They say you can’t take it with you, and Santa Fe artifact collector and author Forrest Fenn lived by that motto – leaving behind a million-dollar-plus treasure chest to one stranger and an unmatched thrill-seeking legacy still shrouded in mystery.
Fenn, 90, died last week at his Santa Fe home surrounded by his family, including his wife of 66 years, Peggy. His death came just three months after he confirmed a man from “back East” had sent him a photo proving he had found the antique copper treasure chest filled with gold nuggets, gold coins, pre-Columbian gold figures, rubies, sapphires, emeralds and diamonds.
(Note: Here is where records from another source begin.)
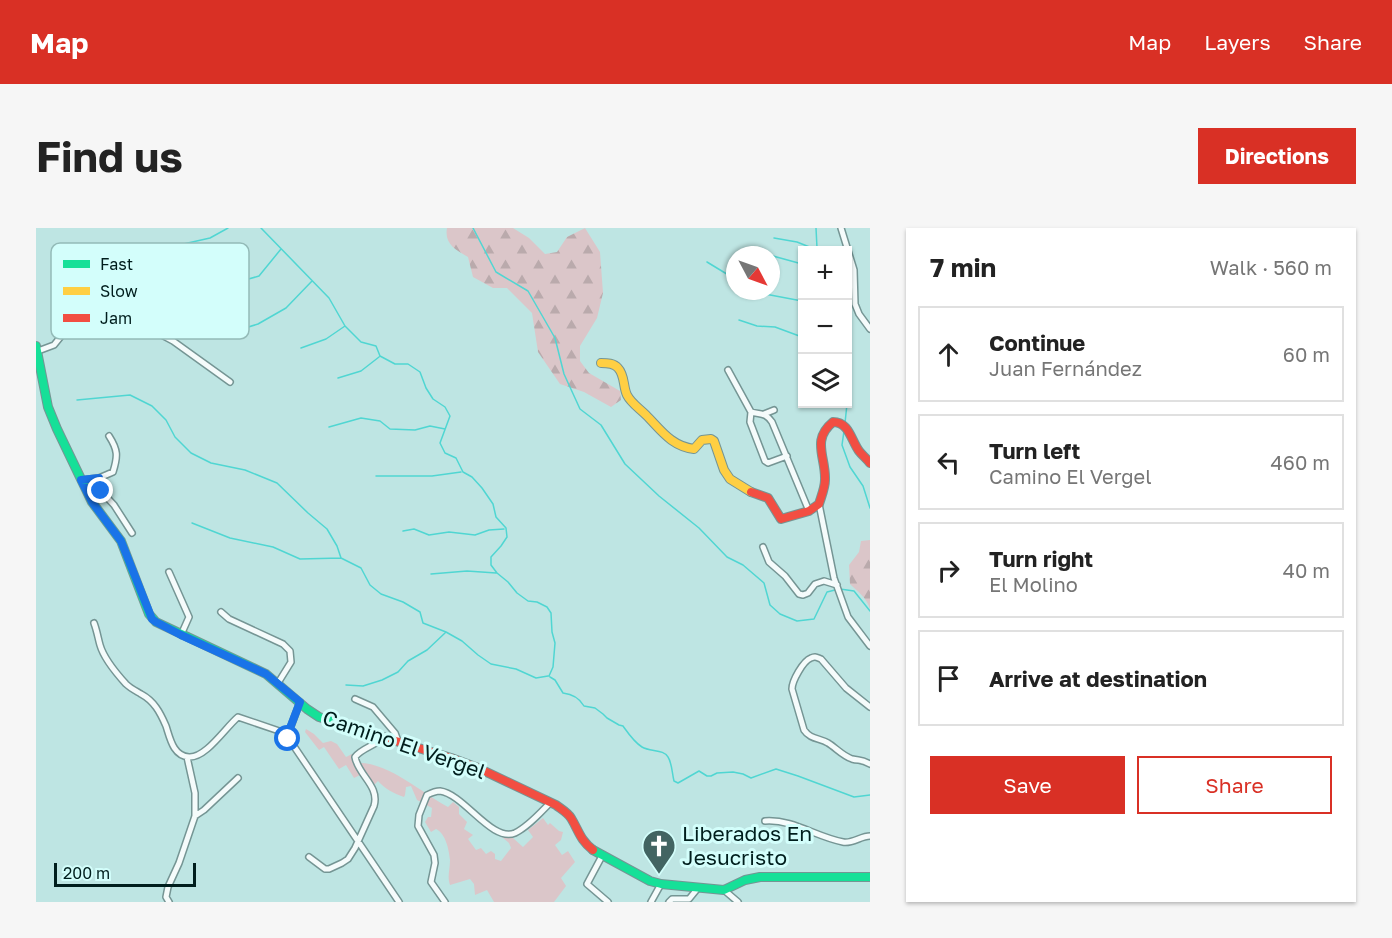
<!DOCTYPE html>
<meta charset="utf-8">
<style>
:root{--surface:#fff;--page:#f6f6f6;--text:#222;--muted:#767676;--line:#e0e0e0;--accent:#d93025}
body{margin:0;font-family:"Golos Text",sans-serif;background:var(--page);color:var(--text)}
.controls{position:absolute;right:18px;top:18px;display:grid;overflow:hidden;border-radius:0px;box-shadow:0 2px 4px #0004}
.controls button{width:54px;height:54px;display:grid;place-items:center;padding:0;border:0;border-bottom:2px solid var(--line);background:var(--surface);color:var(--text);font:30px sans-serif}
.compass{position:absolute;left:690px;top:18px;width:54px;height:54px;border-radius:50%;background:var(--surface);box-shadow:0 2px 4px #0004;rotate:131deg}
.scale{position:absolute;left:18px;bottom:15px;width:142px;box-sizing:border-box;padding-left:6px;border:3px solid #001e1d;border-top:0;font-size:16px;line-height:21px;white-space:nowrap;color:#001e1d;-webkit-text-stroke:4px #d3fefb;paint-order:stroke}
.stop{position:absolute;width:18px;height:18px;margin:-14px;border:4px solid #1a73e8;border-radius:50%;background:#fff}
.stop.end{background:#1a73e8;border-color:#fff;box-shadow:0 2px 6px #0008}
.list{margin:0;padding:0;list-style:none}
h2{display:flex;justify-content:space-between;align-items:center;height:78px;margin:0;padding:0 24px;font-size:26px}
h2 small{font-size:20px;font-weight:400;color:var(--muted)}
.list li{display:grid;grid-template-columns:39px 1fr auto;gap:18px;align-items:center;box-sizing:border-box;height:96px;margin:0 12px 12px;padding:0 12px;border:2px solid var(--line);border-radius:0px}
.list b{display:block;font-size:22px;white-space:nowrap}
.list p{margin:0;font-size:20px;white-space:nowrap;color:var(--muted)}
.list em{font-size:20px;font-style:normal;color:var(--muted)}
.actions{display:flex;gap:12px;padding:18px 24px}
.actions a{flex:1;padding:14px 0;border:2px solid var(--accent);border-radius:0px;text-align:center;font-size:21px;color:var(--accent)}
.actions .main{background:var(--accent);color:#fff}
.icon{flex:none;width:33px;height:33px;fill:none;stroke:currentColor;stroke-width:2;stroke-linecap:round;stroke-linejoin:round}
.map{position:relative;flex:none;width:834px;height:674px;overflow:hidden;border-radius:0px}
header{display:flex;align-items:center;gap:36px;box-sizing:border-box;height:84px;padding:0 30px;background:var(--accent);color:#fff}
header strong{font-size:28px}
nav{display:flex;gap:33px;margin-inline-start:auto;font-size:21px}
.intro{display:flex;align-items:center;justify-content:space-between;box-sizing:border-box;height:144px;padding:0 36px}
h1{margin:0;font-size:42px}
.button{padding:15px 27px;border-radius:0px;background:var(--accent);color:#fff;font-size:21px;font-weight:700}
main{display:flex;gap:36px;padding:0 36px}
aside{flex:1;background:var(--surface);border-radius:0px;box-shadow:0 2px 4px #0004}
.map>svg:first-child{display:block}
.grass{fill:#dbc6c9}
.forest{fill:url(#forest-firs)}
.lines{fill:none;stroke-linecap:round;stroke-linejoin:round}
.stream{stroke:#50d6d2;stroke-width:1.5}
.street-casing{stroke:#759594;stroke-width:8}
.fast-casing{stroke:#759594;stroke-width:10}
.slow-casing{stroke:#759594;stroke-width:10}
.jam-casing{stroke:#759594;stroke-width:10}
.street{stroke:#f5fbfb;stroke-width:5}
.fast{stroke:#16e098;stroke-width:8}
.slow{stroke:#ffcf43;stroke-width:8}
.jam{stroke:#f24e42;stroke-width:8}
.route{stroke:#1a73e8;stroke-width:8}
.labels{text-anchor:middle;stroke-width:6;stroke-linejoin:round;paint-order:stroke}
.street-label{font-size:21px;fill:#001e1d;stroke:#d3fefb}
.poi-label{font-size:21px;fill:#001e1d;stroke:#d3fefb;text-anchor:start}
.key{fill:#d3fefb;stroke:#94bbb8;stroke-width:1.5}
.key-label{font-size:16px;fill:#001e1d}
</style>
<header>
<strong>Map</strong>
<nav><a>Map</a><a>Layers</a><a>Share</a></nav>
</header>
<div class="intro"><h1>Find us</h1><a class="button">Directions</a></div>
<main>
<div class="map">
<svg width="834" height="674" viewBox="0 0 834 674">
<defs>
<pattern id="forest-firs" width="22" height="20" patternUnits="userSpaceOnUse" patternTransform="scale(1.5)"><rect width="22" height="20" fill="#dbc6c9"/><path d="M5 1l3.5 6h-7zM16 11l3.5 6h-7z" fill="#baaaac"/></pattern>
</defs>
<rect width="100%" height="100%" fill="#bee5e3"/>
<path class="grass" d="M270,501L278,506L287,515L295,513L301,516L310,529L316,526L321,535C351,533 386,565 412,579L417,574L423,579V586L431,594L428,601L437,607L432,611L440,622L445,620L450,626L455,623L459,626V631L465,633L475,620L473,615L466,609L477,610L487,619L497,609L492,602L507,590L512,597L514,595L523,603L527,604L525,612L519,617L526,627L532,623L539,634L525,650L530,658L518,674H458L451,662L439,667L438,656L434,651L414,657C411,648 414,642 414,632C413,622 410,606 400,601L395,604L389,594L392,589H395L396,580L381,572L375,558L370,559L369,567L368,569C357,565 349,561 342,553L338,557L330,544L318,550L310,537L303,541L288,519L283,522L269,504Z"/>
<path class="forest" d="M411,0H477L493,10L509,26L521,24L531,9L549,0L564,24L567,65L561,90L544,118V133L553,145L584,163L585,172L575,179L548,164L524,156L502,124L496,85L471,60H457L437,49L432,29C420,22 408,16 411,0Z
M834,312V381C831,370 821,363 814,356L813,337L823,324L825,313Z"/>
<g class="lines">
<path class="stream" d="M225,0L293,70L309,98L325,114L340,118L344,128L359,136H372L384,144L390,160L397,171L409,179L414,188L404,215L409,225L420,230L427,244L436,249L446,260L457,276L460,289L470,300L471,309L465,318L455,329V337L461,345L472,354L481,365L492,373L501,374L511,379L515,385L516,404L519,415L517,439L513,448
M437,0L460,44L492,63L519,110L528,146L544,181L565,197L589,236L623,268L663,300L691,329L707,337L728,355L734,377L744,386L761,393L778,391L791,364L799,362
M780,0L781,20
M738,10L761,14L781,22
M737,28L766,36
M671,34L699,51
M102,46L143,17L174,10L192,0
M725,63L729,66L766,73
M160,72L191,65L209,52L223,48L245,21
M703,92L721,98L739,99L766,109
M193,105L222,96L250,80L276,53
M265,120L290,111L309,98
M302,150L325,143L343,129
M41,172L94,167L116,178L130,192L139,209L155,225L175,235L209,242L241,255L272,285L291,301L301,318L305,330L325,340L334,357L345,366L367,374L384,384L387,395L410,404L426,413L442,427L455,436L480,441L500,450L512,448
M809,195L811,176
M293,199L325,190L344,193L354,201L379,202L394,198L409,201
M808,203L806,217L814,239L827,258L834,280
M340,248H396L425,244
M156,295L194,310L237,319L264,331L305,330
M367,303L378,301L393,307L413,304L439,307L453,302L468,301
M395,346L431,343L460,345
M804,361L818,363L834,383
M514,449L519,452L527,465C536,466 544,471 548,478L559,480L567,486L571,490L583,497L587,498C592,505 598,514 606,519C614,524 628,521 632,529C636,535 636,545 638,553L642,555L663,543L671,548H675L681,545L697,544L707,546L715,550L740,541L762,548L818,569L834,567
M310,457L327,458L346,452L362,444L372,433L391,422L409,405"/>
<g class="street-casing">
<path id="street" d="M805,0L818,42L819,76L823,86L834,101
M2,123L18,117L43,86L48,82L55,80L73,84L105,96L137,113L194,154
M692,142L715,184C725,187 729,184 736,194L773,283
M715,184L714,194L729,233L732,235L751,228
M728,186L738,182
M63,250L77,244C82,228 82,222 73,208
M45,252L63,250V261L78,277L96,305
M783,276L798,350L812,389L834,418
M727,319L733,334L749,348L763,366L767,367L772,365L779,356L788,353L801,357
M133,344L153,389L145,407
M185,384L193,391L247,416L254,423L255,434L242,455
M58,395C61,403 62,410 64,417C68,431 80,445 90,456C94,460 100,463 105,466C118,473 124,484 130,498C134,510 137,528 153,529C170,530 189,500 202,489L252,506
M319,471L337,479L359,505L362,513
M264,474L252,506L253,511L363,674
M834,479L810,460L785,431C780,429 779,428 775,430C767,433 756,453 756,461L768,502C774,511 783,510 792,515C800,520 807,528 816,531C824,533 825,531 834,536
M159,588L168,582L202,550
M729,593C757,591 780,609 807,614C816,616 825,608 834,608
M566,628L551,656L572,674
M273,629L289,641H293L306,635L312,631L319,620L338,578C344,558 322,547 319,529C326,520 339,518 348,509
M688,662L702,674
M133,674L130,669L132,659L143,635L159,588V565L151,529
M409,674L395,654L399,635L398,627L382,598L383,587L391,567C395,565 400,563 404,563C428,566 456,615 479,605C492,599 504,585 514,575
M615,674L625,656
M633,674L636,671H653L662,660"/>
</g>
<g class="fast-casing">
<path id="fast" d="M0,118L12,179L21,201L56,274L85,313L113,386L120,394L230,446L271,481L283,489L347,509
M557,622L614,653L625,656L688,662L709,652L724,649H834"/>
</g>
<g class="slow-casing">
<path id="slow" d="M565,135C571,135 578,135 582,140C589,147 587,159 591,167C595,175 603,180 610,187C625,202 635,218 658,221L666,212L675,211L678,213L688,242L694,251L715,264"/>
</g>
<g class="jam-casing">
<path id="jam" d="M715,264L732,270L745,291L773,283L783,276C785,269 789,260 789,252C790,229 775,212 797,194C813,194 815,212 823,223C826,227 831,231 834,235
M347,509L415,530L442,540L520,577C525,581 531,584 535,590C543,603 544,612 557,622"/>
</g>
<use href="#street" class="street"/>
<use href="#fast" class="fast"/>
<use href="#slow" class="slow"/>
<use href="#jam" class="jam"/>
</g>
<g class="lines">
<path class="route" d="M65,263L63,261V250L45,252L56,274L85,313L116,391L120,394L145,407L230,446L264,474L251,508L252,511"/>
</g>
<defs>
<g id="church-pin" transform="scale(1.725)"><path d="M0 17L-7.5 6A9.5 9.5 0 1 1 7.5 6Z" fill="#426462" stroke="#d3fefb"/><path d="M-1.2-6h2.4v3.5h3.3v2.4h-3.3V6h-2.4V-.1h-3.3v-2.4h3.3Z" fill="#fff"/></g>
</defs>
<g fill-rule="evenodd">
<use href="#church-pin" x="623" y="618"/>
</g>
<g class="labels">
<g class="street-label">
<text transform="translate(368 517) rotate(19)" y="7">Camino El Vergel</text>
</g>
<g class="poi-label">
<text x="646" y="613">Liberados En<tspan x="646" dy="24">Jesucristo</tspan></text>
</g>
</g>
<rect x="15" y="15" width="198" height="96" rx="9" class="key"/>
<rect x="27" y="32" width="27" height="8" fill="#16e098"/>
<rect x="27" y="59" width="27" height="8" fill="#ffcf43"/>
<rect x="27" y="86" width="27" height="8" fill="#f24e42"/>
<g class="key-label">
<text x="64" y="42">Fast</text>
<text x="64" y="69">Slow</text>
<text x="64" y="96">Jam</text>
</g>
</svg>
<div class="controls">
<button>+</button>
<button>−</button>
<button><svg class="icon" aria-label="layers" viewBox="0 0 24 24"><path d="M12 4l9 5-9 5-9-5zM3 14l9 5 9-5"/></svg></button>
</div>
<svg class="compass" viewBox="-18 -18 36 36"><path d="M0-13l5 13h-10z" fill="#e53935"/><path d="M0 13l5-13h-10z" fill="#767676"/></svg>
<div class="scale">200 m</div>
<div class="stop" style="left:252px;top:511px"></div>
<div class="stop end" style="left:65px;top:263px"></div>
</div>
<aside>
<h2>7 min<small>Walk · 560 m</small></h2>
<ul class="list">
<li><svg class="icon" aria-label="ahead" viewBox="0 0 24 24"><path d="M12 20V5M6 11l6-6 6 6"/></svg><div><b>Continue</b><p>Juan Fernández</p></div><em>60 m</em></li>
<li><svg class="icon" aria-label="left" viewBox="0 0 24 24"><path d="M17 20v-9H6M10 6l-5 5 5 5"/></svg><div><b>Turn left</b><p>Camino El Vergel</p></div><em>460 m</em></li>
<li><svg class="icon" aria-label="right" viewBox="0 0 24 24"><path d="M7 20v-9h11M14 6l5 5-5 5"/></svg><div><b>Turn right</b><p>El Molino</p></div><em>40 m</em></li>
<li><svg class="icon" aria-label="arrive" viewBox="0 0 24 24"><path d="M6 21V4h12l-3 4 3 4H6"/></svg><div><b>Arrive at destination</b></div></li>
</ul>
<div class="actions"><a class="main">Save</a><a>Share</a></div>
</aside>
</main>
Fenn promised in 2016 he wouldn’t reveal where he hid the chest in the Rocky Mountains. He also vowed never to identify the person who found it, leaving those details up to the finder. In late July, Fenn confirmed only that the treasure chest had been recovered in Wyoming.
Unless the treasure finder comes forward, the treasure’s once-hidden location may remain unknown forever, leaving open the door for skeptics to still question whether there ever really was a treasure. But those unanswered questions keep the mystery alive – something Fenn obviously embraced.
Fenn was always a a thrill-seeker. He enlisted in the Air Force in 1950. He flew missions during the Cuban Missile Crisis and piloted 328 combat missions in Vietnam, getting shot down twice and earning the Silver Star. For most people, that would have checked off the bucket list for thrill-seeking. But not Fenn, who wanted to share his love for adventure and devised a method to get people to explore the outdoors.
It worked. In the past decade an estimated 350,000 people worked to decipher the nine clues in his Treasure Poem, published in his 2010 memoir. At least five tragically lost their lives in the hunt. Fenn cautioned there was no need to take perilous risks, telling NPR, “The treasure is not hidden in a dangerous place. I hid it when I was about 80 years old.”
A decade later, while only one found it, thousands of other serious and amateur treasure hunters explored the great outdoors.
Fenn said in 2013 he had no desire to be buried. He said he preferred “to go into the silent mountains on a warm sunny day, sit under a tree where the air is fresh and the smell of nature is all around, and let my body slowly decay into the soil.”
RIP Forrest Fenn, wherever you chose your final resting place.